TASK DETAILS:
Retype, without any change, the first line of the records and every line after it through the one containing "Please mark the".

[INPUT DATA Boundary: Start]

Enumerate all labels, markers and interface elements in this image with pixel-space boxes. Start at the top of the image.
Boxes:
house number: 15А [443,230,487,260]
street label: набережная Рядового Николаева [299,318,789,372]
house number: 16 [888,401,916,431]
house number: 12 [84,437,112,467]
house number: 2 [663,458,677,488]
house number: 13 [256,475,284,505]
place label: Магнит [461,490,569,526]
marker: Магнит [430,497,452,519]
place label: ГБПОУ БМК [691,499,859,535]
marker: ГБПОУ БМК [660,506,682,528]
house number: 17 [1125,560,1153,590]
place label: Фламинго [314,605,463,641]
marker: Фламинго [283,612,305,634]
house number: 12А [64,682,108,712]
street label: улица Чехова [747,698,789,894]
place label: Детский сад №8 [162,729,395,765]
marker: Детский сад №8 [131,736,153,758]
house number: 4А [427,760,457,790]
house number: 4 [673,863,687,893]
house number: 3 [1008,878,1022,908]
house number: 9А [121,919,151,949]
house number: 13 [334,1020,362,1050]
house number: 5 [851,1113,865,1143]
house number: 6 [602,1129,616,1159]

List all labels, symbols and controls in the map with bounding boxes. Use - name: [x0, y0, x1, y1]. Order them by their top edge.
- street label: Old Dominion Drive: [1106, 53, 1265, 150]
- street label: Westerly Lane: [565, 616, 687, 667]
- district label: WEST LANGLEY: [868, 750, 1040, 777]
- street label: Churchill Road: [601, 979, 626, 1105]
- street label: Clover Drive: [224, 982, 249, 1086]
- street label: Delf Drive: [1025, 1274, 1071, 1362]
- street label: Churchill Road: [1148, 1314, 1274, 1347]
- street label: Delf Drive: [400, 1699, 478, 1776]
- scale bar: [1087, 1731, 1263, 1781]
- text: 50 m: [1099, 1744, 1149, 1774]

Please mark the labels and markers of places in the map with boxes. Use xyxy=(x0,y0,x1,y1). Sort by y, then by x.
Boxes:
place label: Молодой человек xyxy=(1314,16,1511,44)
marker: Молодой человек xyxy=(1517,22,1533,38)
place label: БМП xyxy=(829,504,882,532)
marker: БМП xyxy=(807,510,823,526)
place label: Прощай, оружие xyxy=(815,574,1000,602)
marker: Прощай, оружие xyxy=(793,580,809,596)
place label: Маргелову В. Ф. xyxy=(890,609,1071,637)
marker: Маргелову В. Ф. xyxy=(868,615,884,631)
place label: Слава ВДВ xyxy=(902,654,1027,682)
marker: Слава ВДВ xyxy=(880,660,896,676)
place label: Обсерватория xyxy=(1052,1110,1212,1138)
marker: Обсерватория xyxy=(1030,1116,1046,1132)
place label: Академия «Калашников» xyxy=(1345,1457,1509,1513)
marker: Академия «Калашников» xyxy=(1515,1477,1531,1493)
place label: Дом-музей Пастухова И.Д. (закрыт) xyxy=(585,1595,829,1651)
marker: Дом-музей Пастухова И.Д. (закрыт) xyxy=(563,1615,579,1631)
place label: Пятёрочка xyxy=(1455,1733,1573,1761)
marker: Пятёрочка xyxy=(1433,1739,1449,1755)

[INPUT DATA Boundary: End]

ANSWER TO THIS EXERCISE:
Enumerate all labels, markers and interface elements in this image with pixel-space boxes. Start at the top of the image.
Boxes:
house number: 15А [443,230,487,260]
street label: набережная Рядового Николаева [299,318,789,372]
house number: 16 [888,401,916,431]
house number: 12 [84,437,112,467]
house number: 2 [663,458,677,488]
house number: 13 [256,475,284,505]
place label: Магнит [461,490,569,526]
marker: Магнит [430,497,452,519]
place label: ГБПОУ БМК [691,499,859,535]
marker: ГБПОУ БМК [660,506,682,528]
house number: 17 [1125,560,1153,590]
place label: Фламинго [314,605,463,641]
marker: Фламинго [283,612,305,634]
house number: 12А [64,682,108,712]
street label: улица Чехова [747,698,789,894]
place label: Детский сад №8 [162,729,395,765]
marker: Детский сад №8 [131,736,153,758]
house number: 4А [427,760,457,790]
house number: 4 [673,863,687,893]
house number: 3 [1008,878,1022,908]
house number: 9А [121,919,151,949]
house number: 13 [334,1020,362,1050]
house number: 5 [851,1113,865,1143]
house number: 6 [602,1129,616,1159]

List all labels, symbols and controls in the map with bounding boxes. Use - name: [x0, y0, x1, y1]. Order them by their top edge.
- street label: Old Dominion Drive: [1106, 53, 1265, 150]
- street label: Westerly Lane: [565, 616, 687, 667]
- district label: WEST LANGLEY: [868, 750, 1040, 777]
- street label: Churchill Road: [601, 979, 626, 1105]
- street label: Clover Drive: [224, 982, 249, 1086]
- street label: Delf Drive: [1025, 1274, 1071, 1362]
- street label: Churchill Road: [1148, 1314, 1274, 1347]
- street label: Delf Drive: [400, 1699, 478, 1776]
- scale bar: [1087, 1731, 1263, 1781]
- text: 50 m: [1099, 1744, 1149, 1774]

Please mark the labels and markers of places in the map with boxes. Use xyxy=(x0,y0,x1,y1). Sort by y, then by x.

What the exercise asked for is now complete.